Impact on Research and End-User Adoption: The challenges surrounding trust in machine learning models extend beyond individual users to encompass broader implications for research and end-user adoption. Researchers and practitioners may hesitate to fully embrace machine learning technologies due to concerns about their trustworthiness. Similarly, end-users may exhibit reluctance to adopt machine learning solutions in critical domains, such as healthcare or finance, where trust and reliability are paramount. 

Building Trust: Dimensions and Frameworks

Establishing trust in machine learning systems necessitates attention to various dimensions and frameworks aimed at enhancing transparency, interpretability, and explainability. By addressing these key aspects, stakeholders can cultivate confidence in the reliability and accountability of machine learning models. 

Transparent AI

Transparent AI focuses on making information about the data, methodologies, and decisions used throughout the model’s lifecycle accessible and comprehensible to users. This includes disclosing details about data sources, preprocessing techniques, model architecture, training procedures, and performance metrics. Transparency enables users to scrutinize the model’s inputs and outputs, detect errors or biases, and ensure equitable treatment of individuals affected by the model’s decisions. 

Interpretable AI

Interpretable AI entails designing machine learning models in a manner that facilitates user understanding of their development process and output rationale. Unlike opaque “black box” models, interpretable models allow users to intuitively grasp how inputs are transformed into predictions or classifications. Achieving interpretability involves employing model architectures, feature representations, and decision-making mechanisms that align with human cognitive processes, enabling users to interpret and trust the model’s behavior. 

Explainable AI

Explainable AI entails the development of methods and techniques aimed at elucidating why and how an AI algorithm arrives at specific decisions. While interpretable models provide insight into the model’s workings, explainable AI goes a step further by providing explicit explanations for individual predictions or classifications. This involves generating post-hoc explanations, such as feature importance scores, decision trees, or textual justifications, that shed light on the underlying reasoning behind the model’s outputs. 

Frameworks such as the Government Accountability Office (GAO) AI Accountability Framework offer guidance on cultivating trust in machine learning through transparent interpretable, and explainable practices. By adhering to these frameworks, organizations can ensure that their machine-learning systems are built and deployed with accountability, fairness, and transparency in mind. Furthermore, these frameworks serve as valuable tools for assessing and benchmarking the trustworthiness of machine-learning models across diverse contexts and applications.

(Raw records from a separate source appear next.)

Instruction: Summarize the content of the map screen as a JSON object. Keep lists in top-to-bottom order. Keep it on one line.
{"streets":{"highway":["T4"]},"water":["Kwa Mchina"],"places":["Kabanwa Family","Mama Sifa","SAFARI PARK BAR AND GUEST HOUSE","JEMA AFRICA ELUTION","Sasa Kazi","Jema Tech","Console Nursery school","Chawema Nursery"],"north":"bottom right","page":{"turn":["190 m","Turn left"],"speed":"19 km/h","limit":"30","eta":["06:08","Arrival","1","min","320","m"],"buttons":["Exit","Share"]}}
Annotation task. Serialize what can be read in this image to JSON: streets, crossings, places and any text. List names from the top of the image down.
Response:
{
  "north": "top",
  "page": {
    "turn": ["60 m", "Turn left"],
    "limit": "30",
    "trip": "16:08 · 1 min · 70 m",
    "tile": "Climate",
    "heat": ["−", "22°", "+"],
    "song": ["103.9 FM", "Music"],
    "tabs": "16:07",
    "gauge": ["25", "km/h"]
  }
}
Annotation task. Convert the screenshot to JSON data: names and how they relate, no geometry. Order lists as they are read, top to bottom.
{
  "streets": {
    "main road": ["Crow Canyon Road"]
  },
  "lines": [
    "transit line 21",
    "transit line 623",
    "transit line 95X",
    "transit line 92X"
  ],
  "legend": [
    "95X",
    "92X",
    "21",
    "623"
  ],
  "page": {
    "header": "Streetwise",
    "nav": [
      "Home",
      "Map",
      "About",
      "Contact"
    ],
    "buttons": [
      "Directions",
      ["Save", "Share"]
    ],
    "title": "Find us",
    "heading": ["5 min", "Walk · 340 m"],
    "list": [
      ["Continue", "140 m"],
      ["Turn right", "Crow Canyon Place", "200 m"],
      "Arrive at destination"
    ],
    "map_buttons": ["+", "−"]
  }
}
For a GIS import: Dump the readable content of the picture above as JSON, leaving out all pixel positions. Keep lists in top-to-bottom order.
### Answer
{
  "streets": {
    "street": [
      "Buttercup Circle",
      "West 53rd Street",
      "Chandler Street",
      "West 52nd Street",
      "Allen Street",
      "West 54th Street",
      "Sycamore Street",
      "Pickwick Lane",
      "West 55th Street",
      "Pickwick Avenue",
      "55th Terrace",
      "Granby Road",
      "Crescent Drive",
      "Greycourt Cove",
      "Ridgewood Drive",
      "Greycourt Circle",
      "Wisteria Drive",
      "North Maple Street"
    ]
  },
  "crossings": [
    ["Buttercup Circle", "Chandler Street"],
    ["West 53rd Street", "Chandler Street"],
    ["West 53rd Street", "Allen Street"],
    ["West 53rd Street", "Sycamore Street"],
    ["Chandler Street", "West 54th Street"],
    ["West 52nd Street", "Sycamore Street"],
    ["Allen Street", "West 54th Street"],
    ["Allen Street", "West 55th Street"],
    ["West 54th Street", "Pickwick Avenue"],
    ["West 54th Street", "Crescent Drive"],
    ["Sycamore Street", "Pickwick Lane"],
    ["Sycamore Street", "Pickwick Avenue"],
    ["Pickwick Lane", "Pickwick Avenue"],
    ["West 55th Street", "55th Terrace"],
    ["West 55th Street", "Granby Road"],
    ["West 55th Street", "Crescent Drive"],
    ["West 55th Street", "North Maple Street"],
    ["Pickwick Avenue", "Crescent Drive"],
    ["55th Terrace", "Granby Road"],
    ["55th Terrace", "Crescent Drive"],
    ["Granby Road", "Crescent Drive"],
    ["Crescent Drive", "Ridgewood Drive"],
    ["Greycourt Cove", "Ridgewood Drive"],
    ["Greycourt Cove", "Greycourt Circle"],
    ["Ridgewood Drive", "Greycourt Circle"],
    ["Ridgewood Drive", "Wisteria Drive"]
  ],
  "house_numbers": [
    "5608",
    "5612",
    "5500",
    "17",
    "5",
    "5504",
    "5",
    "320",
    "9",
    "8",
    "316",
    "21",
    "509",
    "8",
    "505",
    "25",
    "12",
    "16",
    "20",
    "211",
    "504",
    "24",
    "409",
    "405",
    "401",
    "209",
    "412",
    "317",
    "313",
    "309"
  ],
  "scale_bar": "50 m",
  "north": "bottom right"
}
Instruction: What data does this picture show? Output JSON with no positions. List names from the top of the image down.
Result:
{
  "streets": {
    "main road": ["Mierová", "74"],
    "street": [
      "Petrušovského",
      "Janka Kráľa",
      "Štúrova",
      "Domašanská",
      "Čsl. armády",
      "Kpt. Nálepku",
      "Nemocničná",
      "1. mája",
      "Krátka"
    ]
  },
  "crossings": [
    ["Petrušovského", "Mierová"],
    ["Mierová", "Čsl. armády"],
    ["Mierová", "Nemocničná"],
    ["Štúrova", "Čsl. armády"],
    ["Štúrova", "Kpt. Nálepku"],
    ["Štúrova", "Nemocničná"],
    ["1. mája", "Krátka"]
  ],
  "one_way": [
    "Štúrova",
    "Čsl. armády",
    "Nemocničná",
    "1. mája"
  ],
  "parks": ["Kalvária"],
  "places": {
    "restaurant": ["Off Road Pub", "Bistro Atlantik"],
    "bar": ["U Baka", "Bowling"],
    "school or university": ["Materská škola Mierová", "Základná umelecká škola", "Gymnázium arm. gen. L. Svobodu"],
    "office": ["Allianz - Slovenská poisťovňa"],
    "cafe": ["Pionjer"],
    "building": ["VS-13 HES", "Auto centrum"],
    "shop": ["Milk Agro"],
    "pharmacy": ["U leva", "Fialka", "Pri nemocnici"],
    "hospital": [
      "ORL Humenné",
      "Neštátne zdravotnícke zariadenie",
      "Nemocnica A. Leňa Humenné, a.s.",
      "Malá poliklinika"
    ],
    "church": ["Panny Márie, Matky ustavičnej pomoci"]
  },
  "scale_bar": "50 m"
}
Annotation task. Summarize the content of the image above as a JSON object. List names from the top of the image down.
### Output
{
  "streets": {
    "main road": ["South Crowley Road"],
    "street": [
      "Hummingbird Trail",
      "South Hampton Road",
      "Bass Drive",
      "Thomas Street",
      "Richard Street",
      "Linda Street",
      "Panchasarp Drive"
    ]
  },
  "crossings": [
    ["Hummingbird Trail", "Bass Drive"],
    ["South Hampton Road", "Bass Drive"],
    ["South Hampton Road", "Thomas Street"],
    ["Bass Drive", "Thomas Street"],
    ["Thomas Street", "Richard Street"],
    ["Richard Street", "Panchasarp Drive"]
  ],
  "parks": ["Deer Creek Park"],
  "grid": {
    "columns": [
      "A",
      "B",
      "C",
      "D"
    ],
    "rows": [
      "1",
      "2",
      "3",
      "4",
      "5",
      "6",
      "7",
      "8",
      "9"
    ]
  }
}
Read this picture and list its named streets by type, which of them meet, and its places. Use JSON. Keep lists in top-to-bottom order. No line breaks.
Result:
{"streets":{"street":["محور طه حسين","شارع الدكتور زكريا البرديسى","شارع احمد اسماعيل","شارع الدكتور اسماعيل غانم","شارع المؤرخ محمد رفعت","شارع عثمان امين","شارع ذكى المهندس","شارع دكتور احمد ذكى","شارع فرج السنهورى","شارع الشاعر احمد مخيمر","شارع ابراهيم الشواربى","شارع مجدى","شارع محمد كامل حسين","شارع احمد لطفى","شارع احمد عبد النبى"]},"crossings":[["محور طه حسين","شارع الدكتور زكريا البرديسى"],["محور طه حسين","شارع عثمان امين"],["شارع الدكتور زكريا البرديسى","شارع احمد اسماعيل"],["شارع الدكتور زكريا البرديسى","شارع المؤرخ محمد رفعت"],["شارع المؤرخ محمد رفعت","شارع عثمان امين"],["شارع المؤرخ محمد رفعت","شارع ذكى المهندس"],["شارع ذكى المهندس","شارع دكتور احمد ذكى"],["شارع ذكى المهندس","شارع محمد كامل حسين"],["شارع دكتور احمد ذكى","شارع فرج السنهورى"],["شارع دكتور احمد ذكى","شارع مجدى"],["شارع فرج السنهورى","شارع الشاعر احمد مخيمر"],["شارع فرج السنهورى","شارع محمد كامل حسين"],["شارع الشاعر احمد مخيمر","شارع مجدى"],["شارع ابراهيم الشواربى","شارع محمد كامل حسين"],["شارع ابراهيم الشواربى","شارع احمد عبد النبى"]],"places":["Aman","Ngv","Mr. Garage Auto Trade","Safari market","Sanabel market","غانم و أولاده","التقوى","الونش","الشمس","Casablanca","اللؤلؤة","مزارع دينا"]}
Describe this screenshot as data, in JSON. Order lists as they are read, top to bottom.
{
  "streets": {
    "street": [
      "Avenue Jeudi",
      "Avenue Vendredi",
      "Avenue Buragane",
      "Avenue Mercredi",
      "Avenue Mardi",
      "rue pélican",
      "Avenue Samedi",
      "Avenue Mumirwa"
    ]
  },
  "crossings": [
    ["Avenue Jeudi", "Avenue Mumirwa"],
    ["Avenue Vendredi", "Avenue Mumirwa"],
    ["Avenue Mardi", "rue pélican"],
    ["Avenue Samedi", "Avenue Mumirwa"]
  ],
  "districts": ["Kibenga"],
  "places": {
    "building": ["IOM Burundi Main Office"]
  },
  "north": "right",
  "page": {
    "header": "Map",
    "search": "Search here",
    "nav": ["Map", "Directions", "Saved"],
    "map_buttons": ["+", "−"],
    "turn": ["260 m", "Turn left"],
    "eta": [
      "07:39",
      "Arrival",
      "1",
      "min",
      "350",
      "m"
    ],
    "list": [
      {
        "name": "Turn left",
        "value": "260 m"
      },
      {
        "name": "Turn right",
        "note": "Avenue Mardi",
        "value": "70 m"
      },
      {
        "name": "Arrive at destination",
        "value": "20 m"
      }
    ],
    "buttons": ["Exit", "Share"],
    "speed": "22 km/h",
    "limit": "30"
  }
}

Despite the formidable obstacles encountered along the path of trust in AI and machine learning, there exists a resounding call to action for stakeholders across academia, industry, and government to collectively address these challenges and cultivate trust in machine learning systems. By prioritizing transparency, interpretability, and explainability in model development and deployment, it is possible to bridge the gap between users and algorithms, fostering confidence in the reliability, fairness, and accountability of machine learning technologies. 

The imperative to promote trust in machine learning extends beyond technical considerations to encompass broader societal implications, including ethical, regulatory, and equity-related concerns. As stewards of these transformative technologies, we bear a collective responsibility to navigate these challenges with diligence, integrity, and a steadfast commitment to the principles of transparency, fairness, and human-centered design.